Experimental design software tools | RNA sequencing data analysis
RNA-seq is widely used to determine differential expression of genes or transcripts as well as identify novel transcripts, identify allele-specific expression, and precisely measure translation of transcripts. Thoughtful experimental design and choice of analysis tools are critical to ensure high-quality data and interpretable results. Important considerations for experimental design include number of replicates, whether to collect paired-end or single-end reads, sequence length, and sequencing depth.
Helps investigators optimally design RNA-Seq experiments. RNASeqPower can predict the effect of adding more sequencing depth or biological replicates on calling differential expressed genes. It also allows users to ask one of two questions: How many samples do I need per group? and how small of fold change can I detect given a fixed number of samples?
Allows users to optimize the replicate number and read depth. Scotty is a simple web-based tool that was developed to maximize the statistical power achieved, while excluding configurations. It uses prototype data to quantify the rate at which new RNAs are measured and the degree of variability between replicates. It also enables users to run power analyses using pre-loaded publicly available datasets as prototypes.
Allows users to simulate RNA-Seq experiments in silico. The FLUX CAPACITOR is a pipeline that consists of flexible modules to determine abundance and distribution of read tags according to user-desired experimental protocol, including arbitrary protocols. It also provides an assortment of optional steps for modeling the final library preparation, comprising in silico ligation of adapter sequences and polymerase chain reaction (PCR) amplification.
Provides assistance for internal controls that can assess almost all stages of the RNA-seq workflow. Sequins supports library preparation, sequencing, split-read alignment, transcript assembly, gene expression and alternative splicing. This software is appropriate to evaluate downstream bioinformatic steps, enhance the optimization parameter choice and can be used as normalization factors to compare multiple sample.
Implements a general pilot data-based method for power and sample size determination for high-dimensional genomic data. SSPA allows users to read data as a vector of test statistics and to process the desired estimates. This software offers functions to ease interpretation of results. It can deal with any type of test statistic distribution family so long as both null and alternative are known.

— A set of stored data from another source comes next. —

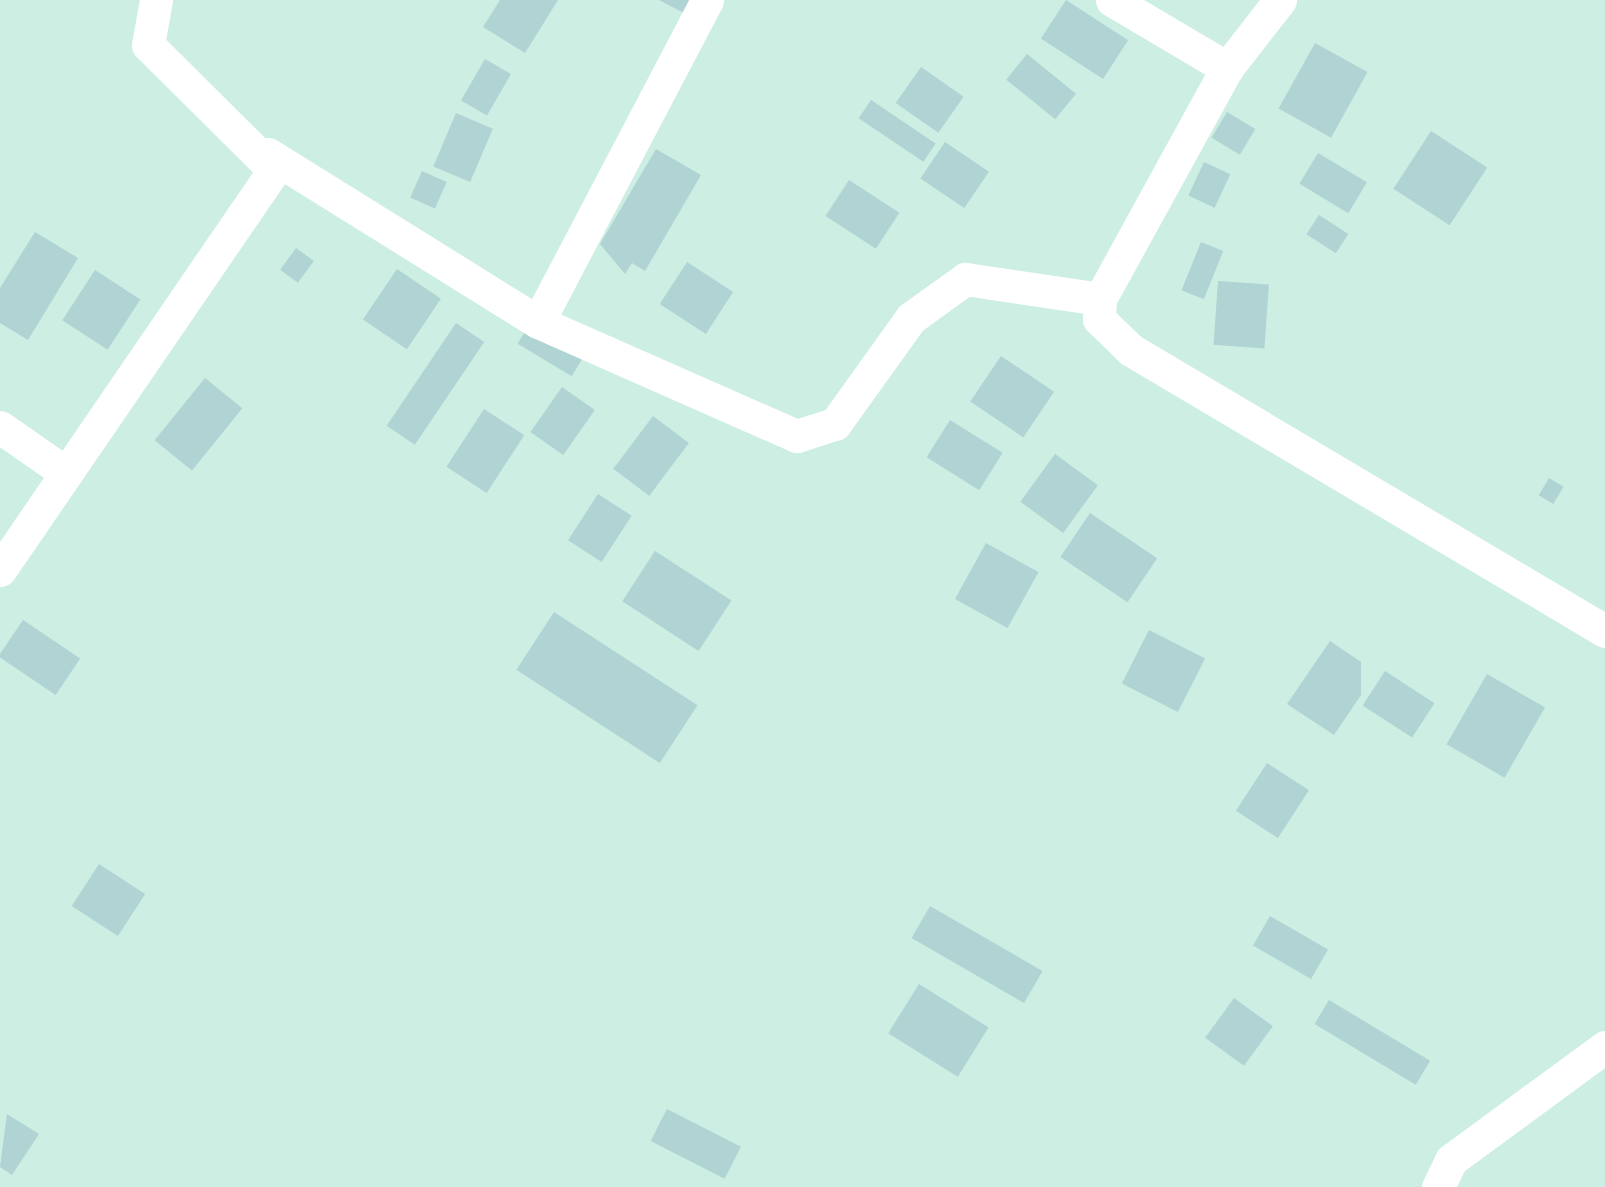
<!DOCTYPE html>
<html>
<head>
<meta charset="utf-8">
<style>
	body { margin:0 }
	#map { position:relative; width:1605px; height:1187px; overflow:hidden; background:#cdeee3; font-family:"Times New Roman",serif }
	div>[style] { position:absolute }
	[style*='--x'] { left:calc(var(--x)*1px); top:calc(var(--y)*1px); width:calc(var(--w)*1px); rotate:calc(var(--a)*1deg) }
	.building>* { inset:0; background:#b0d3d4; transform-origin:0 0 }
	.minor>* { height:33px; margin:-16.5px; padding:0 16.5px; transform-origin:16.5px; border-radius:16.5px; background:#fff }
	span { translate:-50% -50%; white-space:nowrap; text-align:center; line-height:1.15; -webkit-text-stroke:12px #dafbf0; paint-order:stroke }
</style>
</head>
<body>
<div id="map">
	<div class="building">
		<div style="clip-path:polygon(500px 0,558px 0,525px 53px,483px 27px)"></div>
		<div style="clip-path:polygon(659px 0,691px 0,684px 13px)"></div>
		<div style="left:1066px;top:0;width:74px;height:46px;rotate:33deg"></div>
		<div style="left:1315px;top:43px;width:60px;height:75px;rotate:29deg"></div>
		<div style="left:1027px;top:54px;width:63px;height:33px;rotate:39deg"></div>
		<div style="left:485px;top:59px;width:30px;height:48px;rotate:30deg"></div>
		<div style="left:921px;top:67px;width:52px;height:44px;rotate:35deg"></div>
		<div style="left:871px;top:100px;width:78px;height:22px;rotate:34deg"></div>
		<div style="left:1227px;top:112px;width:33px;height:30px;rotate:31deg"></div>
		<div style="left:456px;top:113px;width:40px;height:58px;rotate:23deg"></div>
		<div style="left:1431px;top:131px;width:67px;height:69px;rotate:33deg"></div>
		<div style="left:945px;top:142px;width:53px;height:44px;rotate:34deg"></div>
		<div style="clip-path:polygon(656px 149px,701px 175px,645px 271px,632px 263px,625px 274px,600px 244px)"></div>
		<div style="left:1318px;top:153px;width:57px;height:36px;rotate:31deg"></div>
		<div style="left:1204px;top:162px;width:29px;height:37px;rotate:25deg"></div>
		<div style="left:422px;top:171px;width:27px;height:29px;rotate:24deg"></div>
		<div style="left:849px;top:180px;width:60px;height:43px;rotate:33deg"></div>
		<div style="left:1319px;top:215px;width:35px;height:23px;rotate:33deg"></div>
		<div style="clip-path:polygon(35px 232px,78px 258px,28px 340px,0 323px,0 288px)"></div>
		<div style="left:1201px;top:242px;width:24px;height:52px;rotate:22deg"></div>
		<div style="left:296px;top:248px;width:22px;height:27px;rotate:36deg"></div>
		<div style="left:687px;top:262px;width:55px;height:50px;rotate:33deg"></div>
		<div style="left:397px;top:269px;width:53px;height:61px;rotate:34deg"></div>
		<div style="left:95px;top:270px;width:54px;height:60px;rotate:33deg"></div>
		<div style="left:1218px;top:281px;width:51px;height:64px;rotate:4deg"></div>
		<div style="left:456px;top:323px;width:34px;height:124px;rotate:34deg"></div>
		<div style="left:529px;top:325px;width:63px;height:22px;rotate:31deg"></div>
		<div style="left:1001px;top:356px;width:64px;height:55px;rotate:34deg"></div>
		<div style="left:205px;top:378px;width:48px;height:80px;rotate:39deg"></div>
		<div style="left:562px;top:387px;width:40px;height:55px;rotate:35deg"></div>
		<div style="left:484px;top:409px;width:48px;height:69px;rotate:33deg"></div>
		<div style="left:653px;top:416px;width:45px;height:66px;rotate:37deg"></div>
		<div style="left:950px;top:420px;width:62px;height:44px;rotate:32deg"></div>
		<div style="left:1055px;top:454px;width:53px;height:59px;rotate:36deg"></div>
		<div style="left:1549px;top:478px;width:17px;height:20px;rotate:31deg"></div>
		<div style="left:598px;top:494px;width:40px;height:55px;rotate:33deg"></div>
		<div style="left:1090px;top:513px;width:81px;height:53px;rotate:34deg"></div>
		<div style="left:986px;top:543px;width:60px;height:64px;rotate:29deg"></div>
		<div style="left:655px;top:551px;width:91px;height:60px;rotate:33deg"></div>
		<div style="left:554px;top:612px;width:171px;height:69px;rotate:33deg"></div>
		<div style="left:23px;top:620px;width:69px;height:44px;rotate:34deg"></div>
		<div style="left:1149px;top:630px;width:63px;height:60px;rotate:27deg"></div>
		<div style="clip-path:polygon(1330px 641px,1361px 662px,1361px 695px,1334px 735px,1287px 704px)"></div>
		<div style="left:1385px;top:671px;width:59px;height:41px;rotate:33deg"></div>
		<div style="left:1487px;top:674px;width:67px;height:81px;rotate:30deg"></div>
		<div style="left:1267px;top:763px;width:50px;height:57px;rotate:33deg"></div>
		<div style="left:99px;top:864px;width:55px;height:50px;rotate:33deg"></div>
		<div style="left:930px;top:906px;width:130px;height:37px;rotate:30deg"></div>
		<div style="left:1270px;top:916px;width:67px;height:34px;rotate:30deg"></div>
		<div style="left:919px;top:984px;width:82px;height:58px;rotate:32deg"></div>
		<div style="left:1234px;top:998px;width:48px;height:49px;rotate:36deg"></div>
		<div style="left:1329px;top:1000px;width:118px;height:28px;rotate:31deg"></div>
		<div style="left:667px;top:1109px;width:83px;height:36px;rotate:27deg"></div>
		<div style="clip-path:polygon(7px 1114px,39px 1134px,12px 1175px,0 1167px)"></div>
	</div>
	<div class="minor">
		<div style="--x:1112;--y:0;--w:134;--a:30.6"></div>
		<div style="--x:1280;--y:0;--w:86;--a:127.9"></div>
		<div style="--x:1227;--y:68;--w:264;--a:118.8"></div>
		<div style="--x:1100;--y:299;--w:20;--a:93"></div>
		<div style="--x:1099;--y:319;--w:45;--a:44.1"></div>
		<div style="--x:1131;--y:350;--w:551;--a:30.66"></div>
		<div style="--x:268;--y:154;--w:318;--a:31.9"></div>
		<div style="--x:538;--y:322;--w:283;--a:23.8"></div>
		<div style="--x:797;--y:436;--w:40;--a:-18"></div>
		<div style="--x:835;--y:424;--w:130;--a:-54.4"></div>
		<div style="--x:911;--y:318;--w:67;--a:-35.8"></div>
		<div style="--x:965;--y:279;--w:136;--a:8.4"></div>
		<div style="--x:538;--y:322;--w:364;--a:-62.3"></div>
		<div style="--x:0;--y:427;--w:80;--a:34.9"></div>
		<div style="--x:0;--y:570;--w:485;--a:-55.6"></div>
		<div style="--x:274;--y:170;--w:177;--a:-135.2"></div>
		<div style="--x:148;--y:45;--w:46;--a:-79.9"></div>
		<div style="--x:1438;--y:1187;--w:30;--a:-64"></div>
		<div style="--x:1451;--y:1160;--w:191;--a:-36.3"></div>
	</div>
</div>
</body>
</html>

Provides a sample size estimation method based on the distributions of gene read counts and dispersions from real data. RnaSeqSampleSize uses datasets from the user’s preliminary experiments or The Cancer Genome Atlas (TCGA) as reference. The read counts and their related dispersions will be selected randomly from the reference based on their distributions, and from that, the power and sample size will be estimated and summarized. RnaSeqSampleSize is available as a Bioconductor package for local use and as an user friendly web interface.
Performs subsampling sequencing reads with binomial sampling. After constructing subsamples and performing an analysis on each, subSeq calculates and visualizes summary metrics about each sequencing depth. It reports metrics representing (i) the power to detect differential expression or abundance, (ii) the accuracy of effect size estimation and (iii) the estimated rate of false discoveries relative to the full experiment.